Stored items:

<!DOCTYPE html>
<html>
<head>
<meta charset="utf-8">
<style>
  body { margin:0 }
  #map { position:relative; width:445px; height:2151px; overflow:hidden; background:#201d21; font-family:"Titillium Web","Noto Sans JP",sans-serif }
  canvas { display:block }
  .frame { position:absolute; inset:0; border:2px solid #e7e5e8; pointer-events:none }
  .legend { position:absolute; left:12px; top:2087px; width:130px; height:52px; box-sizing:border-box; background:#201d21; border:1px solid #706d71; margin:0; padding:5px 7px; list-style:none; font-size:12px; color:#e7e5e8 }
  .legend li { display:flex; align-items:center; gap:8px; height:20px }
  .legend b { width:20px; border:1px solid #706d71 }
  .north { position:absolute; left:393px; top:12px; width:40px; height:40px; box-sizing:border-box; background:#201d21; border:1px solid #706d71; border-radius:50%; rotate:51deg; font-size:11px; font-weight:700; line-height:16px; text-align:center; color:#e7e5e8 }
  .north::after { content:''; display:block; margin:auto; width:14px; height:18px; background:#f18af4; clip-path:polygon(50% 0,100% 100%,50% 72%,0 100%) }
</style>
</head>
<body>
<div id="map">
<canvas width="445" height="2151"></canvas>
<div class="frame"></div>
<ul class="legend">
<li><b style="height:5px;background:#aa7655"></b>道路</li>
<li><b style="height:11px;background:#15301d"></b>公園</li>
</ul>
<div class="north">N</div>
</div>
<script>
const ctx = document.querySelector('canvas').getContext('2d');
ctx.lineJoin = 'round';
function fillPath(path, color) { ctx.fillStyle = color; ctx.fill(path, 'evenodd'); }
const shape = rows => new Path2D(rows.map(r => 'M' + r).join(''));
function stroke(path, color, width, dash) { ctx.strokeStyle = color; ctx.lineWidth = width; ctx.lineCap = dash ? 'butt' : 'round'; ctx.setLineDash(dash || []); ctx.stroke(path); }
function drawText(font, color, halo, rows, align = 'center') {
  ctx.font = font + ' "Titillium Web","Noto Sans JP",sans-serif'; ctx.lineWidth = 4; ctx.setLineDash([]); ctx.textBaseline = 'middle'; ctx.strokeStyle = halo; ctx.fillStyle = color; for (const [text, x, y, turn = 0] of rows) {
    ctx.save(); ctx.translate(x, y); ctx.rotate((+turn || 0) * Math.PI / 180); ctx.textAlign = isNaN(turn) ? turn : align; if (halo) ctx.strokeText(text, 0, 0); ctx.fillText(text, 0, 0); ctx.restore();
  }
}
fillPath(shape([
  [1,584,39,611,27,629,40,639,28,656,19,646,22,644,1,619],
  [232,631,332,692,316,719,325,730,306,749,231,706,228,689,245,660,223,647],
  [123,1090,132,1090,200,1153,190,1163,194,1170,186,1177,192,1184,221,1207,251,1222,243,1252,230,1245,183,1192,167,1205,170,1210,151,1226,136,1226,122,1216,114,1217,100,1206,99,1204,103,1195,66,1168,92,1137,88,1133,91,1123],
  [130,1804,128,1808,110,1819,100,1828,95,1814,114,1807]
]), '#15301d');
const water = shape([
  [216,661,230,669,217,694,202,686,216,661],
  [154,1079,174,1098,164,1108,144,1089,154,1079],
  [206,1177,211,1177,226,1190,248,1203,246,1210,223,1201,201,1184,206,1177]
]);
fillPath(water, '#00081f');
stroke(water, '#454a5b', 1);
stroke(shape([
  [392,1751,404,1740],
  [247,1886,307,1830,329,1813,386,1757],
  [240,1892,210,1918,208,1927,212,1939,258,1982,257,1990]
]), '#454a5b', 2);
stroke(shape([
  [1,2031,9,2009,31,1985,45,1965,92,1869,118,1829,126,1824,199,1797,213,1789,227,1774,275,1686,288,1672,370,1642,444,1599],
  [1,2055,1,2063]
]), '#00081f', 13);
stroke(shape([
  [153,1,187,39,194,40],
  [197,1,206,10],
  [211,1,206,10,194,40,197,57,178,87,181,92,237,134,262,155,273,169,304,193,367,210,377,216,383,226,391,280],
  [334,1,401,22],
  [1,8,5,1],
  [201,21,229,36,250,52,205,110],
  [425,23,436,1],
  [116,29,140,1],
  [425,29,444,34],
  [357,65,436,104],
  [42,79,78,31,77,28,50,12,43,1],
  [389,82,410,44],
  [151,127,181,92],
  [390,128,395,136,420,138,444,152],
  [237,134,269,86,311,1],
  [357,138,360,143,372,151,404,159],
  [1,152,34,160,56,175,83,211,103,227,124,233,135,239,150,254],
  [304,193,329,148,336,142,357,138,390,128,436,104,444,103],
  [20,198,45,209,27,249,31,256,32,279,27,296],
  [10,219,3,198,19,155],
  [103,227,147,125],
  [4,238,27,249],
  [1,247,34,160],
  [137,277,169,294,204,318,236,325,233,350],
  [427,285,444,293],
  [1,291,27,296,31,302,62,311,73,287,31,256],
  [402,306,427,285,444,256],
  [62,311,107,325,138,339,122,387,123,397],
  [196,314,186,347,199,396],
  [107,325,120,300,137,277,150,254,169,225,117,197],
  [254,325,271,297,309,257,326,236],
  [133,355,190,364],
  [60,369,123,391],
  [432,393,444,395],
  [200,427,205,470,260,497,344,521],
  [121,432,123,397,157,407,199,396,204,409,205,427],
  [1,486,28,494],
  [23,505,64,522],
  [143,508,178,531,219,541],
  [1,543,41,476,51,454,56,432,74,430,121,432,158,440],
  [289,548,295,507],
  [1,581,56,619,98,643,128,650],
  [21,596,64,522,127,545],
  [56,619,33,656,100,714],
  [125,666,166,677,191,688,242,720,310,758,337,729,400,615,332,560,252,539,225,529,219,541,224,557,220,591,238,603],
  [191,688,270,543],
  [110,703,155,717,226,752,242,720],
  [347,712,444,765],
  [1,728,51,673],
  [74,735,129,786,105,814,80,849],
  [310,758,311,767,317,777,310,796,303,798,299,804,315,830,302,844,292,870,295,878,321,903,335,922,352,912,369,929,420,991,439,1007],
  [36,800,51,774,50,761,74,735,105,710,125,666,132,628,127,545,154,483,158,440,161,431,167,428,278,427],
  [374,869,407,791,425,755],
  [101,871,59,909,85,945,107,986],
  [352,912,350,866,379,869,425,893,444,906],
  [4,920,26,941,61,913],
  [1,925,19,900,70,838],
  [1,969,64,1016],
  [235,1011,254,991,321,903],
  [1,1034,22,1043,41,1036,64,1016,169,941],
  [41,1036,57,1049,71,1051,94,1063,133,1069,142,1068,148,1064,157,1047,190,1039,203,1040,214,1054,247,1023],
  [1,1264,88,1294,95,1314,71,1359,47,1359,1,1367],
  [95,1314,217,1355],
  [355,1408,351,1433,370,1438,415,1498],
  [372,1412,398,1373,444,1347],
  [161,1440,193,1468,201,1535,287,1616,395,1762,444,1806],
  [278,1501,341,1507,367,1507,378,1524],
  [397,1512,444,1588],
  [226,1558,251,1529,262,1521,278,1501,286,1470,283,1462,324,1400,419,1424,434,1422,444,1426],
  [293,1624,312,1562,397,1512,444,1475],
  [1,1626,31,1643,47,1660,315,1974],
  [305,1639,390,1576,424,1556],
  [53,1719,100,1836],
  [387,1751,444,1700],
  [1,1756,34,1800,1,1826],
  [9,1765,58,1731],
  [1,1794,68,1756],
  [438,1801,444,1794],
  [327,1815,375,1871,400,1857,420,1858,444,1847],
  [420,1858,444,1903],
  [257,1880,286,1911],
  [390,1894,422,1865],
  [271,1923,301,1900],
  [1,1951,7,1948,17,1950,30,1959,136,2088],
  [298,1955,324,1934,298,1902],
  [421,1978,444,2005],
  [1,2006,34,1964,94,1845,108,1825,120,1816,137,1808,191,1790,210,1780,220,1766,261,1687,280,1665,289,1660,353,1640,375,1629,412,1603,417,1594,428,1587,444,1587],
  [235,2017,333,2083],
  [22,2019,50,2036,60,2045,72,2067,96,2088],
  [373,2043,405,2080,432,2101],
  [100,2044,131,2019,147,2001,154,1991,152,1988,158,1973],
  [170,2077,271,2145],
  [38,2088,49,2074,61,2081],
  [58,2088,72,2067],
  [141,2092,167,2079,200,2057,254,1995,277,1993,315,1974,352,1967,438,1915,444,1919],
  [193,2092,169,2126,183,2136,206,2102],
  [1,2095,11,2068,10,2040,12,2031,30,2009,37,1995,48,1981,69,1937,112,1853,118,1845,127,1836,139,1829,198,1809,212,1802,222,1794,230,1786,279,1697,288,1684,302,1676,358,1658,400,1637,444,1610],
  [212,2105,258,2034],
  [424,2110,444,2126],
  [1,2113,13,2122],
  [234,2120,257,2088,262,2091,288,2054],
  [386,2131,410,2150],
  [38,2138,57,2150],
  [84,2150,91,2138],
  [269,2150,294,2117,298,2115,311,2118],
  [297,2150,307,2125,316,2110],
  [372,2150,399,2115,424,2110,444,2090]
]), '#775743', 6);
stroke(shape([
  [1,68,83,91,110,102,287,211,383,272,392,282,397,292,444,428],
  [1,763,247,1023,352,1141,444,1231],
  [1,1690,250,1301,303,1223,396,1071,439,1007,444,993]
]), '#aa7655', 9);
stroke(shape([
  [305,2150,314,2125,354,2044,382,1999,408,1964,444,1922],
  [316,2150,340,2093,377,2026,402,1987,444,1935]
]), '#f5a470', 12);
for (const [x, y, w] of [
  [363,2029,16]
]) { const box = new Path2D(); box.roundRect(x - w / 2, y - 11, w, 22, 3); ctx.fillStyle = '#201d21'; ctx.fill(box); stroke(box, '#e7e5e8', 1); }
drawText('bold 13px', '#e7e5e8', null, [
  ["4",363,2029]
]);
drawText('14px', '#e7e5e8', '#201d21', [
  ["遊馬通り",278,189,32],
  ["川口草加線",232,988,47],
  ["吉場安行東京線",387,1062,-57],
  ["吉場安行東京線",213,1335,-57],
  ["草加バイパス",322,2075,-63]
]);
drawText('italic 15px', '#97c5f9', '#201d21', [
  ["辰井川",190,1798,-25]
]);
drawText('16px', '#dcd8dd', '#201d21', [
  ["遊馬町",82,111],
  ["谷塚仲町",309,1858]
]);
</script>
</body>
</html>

Problem:
From the records above, return each line that has the string "strokeStyle".

Answer for this exercise:
function stroke(path, color, width, dash) { ctx.strokeStyle = color; ctx.lineWidth = width; ctx.lineCap = dash ? 'butt' : 'round'; ctx.setLineDash(dash || []); ctx.stroke(path); }
  ctx.font = font + ' "Titillium Web","Noto Sans JP",sans-serif'; ctx.lineWidth = 4; ctx.setLineDash([]); ctx.textBaseline = 'middle'; ctx.strokeStyle = halo; ctx.fillStyle = color; for (const [text, x, y, turn = 0] of rows) {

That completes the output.